• **Work to complete**
Transcribe the records that follow, keeping every word as it stands.

__________________________________________________

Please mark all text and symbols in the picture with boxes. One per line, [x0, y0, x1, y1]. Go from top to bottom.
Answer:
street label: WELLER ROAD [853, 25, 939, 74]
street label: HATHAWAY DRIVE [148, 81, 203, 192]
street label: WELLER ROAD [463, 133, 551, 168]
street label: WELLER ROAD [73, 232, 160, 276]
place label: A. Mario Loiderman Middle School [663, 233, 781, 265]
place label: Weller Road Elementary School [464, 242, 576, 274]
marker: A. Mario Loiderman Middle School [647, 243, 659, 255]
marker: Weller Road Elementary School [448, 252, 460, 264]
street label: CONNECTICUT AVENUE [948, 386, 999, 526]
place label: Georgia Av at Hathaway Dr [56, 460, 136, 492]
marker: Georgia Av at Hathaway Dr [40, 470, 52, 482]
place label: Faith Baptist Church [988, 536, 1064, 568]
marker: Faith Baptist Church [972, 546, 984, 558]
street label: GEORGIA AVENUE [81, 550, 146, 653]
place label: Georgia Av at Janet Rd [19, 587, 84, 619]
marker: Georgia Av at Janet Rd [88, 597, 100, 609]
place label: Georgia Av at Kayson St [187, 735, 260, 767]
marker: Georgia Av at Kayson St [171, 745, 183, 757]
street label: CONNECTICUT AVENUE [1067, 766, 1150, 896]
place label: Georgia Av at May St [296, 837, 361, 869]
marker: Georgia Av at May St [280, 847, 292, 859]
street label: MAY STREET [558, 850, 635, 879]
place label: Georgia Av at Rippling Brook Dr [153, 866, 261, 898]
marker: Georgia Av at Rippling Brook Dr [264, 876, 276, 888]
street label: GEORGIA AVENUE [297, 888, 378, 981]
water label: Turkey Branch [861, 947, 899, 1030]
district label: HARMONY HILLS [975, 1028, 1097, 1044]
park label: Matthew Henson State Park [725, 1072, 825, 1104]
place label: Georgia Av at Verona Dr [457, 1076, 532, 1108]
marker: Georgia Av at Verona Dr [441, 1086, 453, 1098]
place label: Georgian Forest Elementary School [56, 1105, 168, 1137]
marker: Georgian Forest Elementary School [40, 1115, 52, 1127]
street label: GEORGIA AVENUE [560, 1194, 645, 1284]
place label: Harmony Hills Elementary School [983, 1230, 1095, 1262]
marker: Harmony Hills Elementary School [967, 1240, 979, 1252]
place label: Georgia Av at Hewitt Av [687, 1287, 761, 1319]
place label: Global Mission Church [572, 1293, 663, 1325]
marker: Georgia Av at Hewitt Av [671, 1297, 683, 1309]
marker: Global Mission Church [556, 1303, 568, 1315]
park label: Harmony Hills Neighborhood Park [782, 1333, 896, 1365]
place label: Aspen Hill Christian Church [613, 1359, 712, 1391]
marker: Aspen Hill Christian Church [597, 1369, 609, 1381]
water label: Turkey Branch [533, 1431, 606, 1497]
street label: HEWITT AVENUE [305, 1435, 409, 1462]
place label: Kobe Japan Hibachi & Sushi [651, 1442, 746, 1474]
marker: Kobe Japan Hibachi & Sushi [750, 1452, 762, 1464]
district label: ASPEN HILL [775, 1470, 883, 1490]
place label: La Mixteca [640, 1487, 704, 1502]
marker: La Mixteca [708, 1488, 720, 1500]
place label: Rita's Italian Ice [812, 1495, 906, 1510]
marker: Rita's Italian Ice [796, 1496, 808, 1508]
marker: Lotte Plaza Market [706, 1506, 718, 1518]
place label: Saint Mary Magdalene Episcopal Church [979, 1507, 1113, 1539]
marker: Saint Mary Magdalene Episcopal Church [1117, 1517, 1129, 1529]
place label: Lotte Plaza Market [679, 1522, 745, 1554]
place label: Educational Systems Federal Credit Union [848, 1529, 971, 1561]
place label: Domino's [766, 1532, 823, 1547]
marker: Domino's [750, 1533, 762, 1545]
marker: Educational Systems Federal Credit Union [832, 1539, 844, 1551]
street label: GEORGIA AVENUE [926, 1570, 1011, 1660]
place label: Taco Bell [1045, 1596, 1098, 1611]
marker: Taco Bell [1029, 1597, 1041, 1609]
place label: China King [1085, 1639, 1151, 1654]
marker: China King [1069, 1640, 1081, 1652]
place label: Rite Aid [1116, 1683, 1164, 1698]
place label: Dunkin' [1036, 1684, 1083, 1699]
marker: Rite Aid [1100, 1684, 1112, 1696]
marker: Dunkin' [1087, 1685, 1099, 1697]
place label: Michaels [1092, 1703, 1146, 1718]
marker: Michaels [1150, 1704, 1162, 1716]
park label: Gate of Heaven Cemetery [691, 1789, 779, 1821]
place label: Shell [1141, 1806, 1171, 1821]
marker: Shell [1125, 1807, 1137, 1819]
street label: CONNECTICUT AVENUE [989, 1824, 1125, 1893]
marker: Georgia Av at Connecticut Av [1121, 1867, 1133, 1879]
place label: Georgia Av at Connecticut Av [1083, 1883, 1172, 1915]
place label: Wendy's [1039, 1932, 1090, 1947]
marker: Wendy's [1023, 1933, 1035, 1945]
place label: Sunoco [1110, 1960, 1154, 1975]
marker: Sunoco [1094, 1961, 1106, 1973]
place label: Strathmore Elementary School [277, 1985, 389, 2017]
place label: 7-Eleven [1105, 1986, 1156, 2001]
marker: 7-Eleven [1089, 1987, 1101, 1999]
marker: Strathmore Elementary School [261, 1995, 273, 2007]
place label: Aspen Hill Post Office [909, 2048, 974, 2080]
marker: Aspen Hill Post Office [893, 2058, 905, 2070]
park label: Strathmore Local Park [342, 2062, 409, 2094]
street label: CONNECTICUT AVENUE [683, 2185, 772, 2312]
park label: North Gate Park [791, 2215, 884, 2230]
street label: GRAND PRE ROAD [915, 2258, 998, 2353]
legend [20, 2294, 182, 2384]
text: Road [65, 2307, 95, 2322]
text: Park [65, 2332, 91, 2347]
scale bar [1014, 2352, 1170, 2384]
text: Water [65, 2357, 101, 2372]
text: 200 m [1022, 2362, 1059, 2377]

__________________________________________________

• **Answer for this exercise**
Please mark all text and symbols in the picture with boxes. One per line, [x0, y0, x1, y1]. Go from top to bottom.
Answer:
street label: WELLER ROAD [853, 25, 939, 74]
street label: HATHAWAY DRIVE [148, 81, 203, 192]
street label: WELLER ROAD [463, 133, 551, 168]
street label: WELLER ROAD [73, 232, 160, 276]
place label: A. Mario Loiderman Middle School [663, 233, 781, 265]
place label: Weller Road Elementary School [464, 242, 576, 274]
marker: A. Mario Loiderman Middle School [647, 243, 659, 255]
marker: Weller Road Elementary School [448, 252, 460, 264]
street label: CONNECTICUT AVENUE [948, 386, 999, 526]
place label: Georgia Av at Hathaway Dr [56, 460, 136, 492]
marker: Georgia Av at Hathaway Dr [40, 470, 52, 482]
place label: Faith Baptist Church [988, 536, 1064, 568]
marker: Faith Baptist Church [972, 546, 984, 558]
street label: GEORGIA AVENUE [81, 550, 146, 653]
place label: Georgia Av at Janet Rd [19, 587, 84, 619]
marker: Georgia Av at Janet Rd [88, 597, 100, 609]
place label: Georgia Av at Kayson St [187, 735, 260, 767]
marker: Georgia Av at Kayson St [171, 745, 183, 757]
street label: CONNECTICUT AVENUE [1067, 766, 1150, 896]
place label: Georgia Av at May St [296, 837, 361, 869]
marker: Georgia Av at May St [280, 847, 292, 859]
street label: MAY STREET [558, 850, 635, 879]
place label: Georgia Av at Rippling Brook Dr [153, 866, 261, 898]
marker: Georgia Av at Rippling Brook Dr [264, 876, 276, 888]
street label: GEORGIA AVENUE [297, 888, 378, 981]
water label: Turkey Branch [861, 947, 899, 1030]
district label: HARMONY HILLS [975, 1028, 1097, 1044]
park label: Matthew Henson State Park [725, 1072, 825, 1104]
place label: Georgia Av at Verona Dr [457, 1076, 532, 1108]
marker: Georgia Av at Verona Dr [441, 1086, 453, 1098]
place label: Georgian Forest Elementary School [56, 1105, 168, 1137]
marker: Georgian Forest Elementary School [40, 1115, 52, 1127]
street label: GEORGIA AVENUE [560, 1194, 645, 1284]
place label: Harmony Hills Elementary School [983, 1230, 1095, 1262]
marker: Harmony Hills Elementary School [967, 1240, 979, 1252]
place label: Georgia Av at Hewitt Av [687, 1287, 761, 1319]
place label: Global Mission Church [572, 1293, 663, 1325]
marker: Georgia Av at Hewitt Av [671, 1297, 683, 1309]
marker: Global Mission Church [556, 1303, 568, 1315]
park label: Harmony Hills Neighborhood Park [782, 1333, 896, 1365]
place label: Aspen Hill Christian Church [613, 1359, 712, 1391]
marker: Aspen Hill Christian Church [597, 1369, 609, 1381]
water label: Turkey Branch [533, 1431, 606, 1497]
street label: HEWITT AVENUE [305, 1435, 409, 1462]
place label: Kobe Japan Hibachi & Sushi [651, 1442, 746, 1474]
marker: Kobe Japan Hibachi & Sushi [750, 1452, 762, 1464]
district label: ASPEN HILL [775, 1470, 883, 1490]
place label: La Mixteca [640, 1487, 704, 1502]
marker: La Mixteca [708, 1488, 720, 1500]
place label: Rita's Italian Ice [812, 1495, 906, 1510]
marker: Rita's Italian Ice [796, 1496, 808, 1508]
marker: Lotte Plaza Market [706, 1506, 718, 1518]
place label: Saint Mary Magdalene Episcopal Church [979, 1507, 1113, 1539]
marker: Saint Mary Magdalene Episcopal Church [1117, 1517, 1129, 1529]
place label: Lotte Plaza Market [679, 1522, 745, 1554]
place label: Educational Systems Federal Credit Union [848, 1529, 971, 1561]
place label: Domino's [766, 1532, 823, 1547]
marker: Domino's [750, 1533, 762, 1545]
marker: Educational Systems Federal Credit Union [832, 1539, 844, 1551]
street label: GEORGIA AVENUE [926, 1570, 1011, 1660]
place label: Taco Bell [1045, 1596, 1098, 1611]
marker: Taco Bell [1029, 1597, 1041, 1609]
place label: China King [1085, 1639, 1151, 1654]
marker: China King [1069, 1640, 1081, 1652]
place label: Rite Aid [1116, 1683, 1164, 1698]
place label: Dunkin' [1036, 1684, 1083, 1699]
marker: Rite Aid [1100, 1684, 1112, 1696]
marker: Dunkin' [1087, 1685, 1099, 1697]
place label: Michaels [1092, 1703, 1146, 1718]
marker: Michaels [1150, 1704, 1162, 1716]
park label: Gate of Heaven Cemetery [691, 1789, 779, 1821]
place label: Shell [1141, 1806, 1171, 1821]
marker: Shell [1125, 1807, 1137, 1819]
street label: CONNECTICUT AVENUE [989, 1824, 1125, 1893]
marker: Georgia Av at Connecticut Av [1121, 1867, 1133, 1879]
place label: Georgia Av at Connecticut Av [1083, 1883, 1172, 1915]
place label: Wendy's [1039, 1932, 1090, 1947]
marker: Wendy's [1023, 1933, 1035, 1945]
place label: Sunoco [1110, 1960, 1154, 1975]
marker: Sunoco [1094, 1961, 1106, 1973]
place label: Strathmore Elementary School [277, 1985, 389, 2017]
place label: 7-Eleven [1105, 1986, 1156, 2001]
marker: 7-Eleven [1089, 1987, 1101, 1999]
marker: Strathmore Elementary School [261, 1995, 273, 2007]
place label: Aspen Hill Post Office [909, 2048, 974, 2080]
marker: Aspen Hill Post Office [893, 2058, 905, 2070]
park label: Strathmore Local Park [342, 2062, 409, 2094]
street label: CONNECTICUT AVENUE [683, 2185, 772, 2312]
park label: North Gate Park [791, 2215, 884, 2230]
street label: GRAND PRE ROAD [915, 2258, 998, 2353]
legend [20, 2294, 182, 2384]
text: Road [65, 2307, 95, 2322]
text: Park [65, 2332, 91, 2347]
scale bar [1014, 2352, 1170, 2384]
text: Water [65, 2357, 101, 2372]
text: 200 m [1022, 2362, 1059, 2377]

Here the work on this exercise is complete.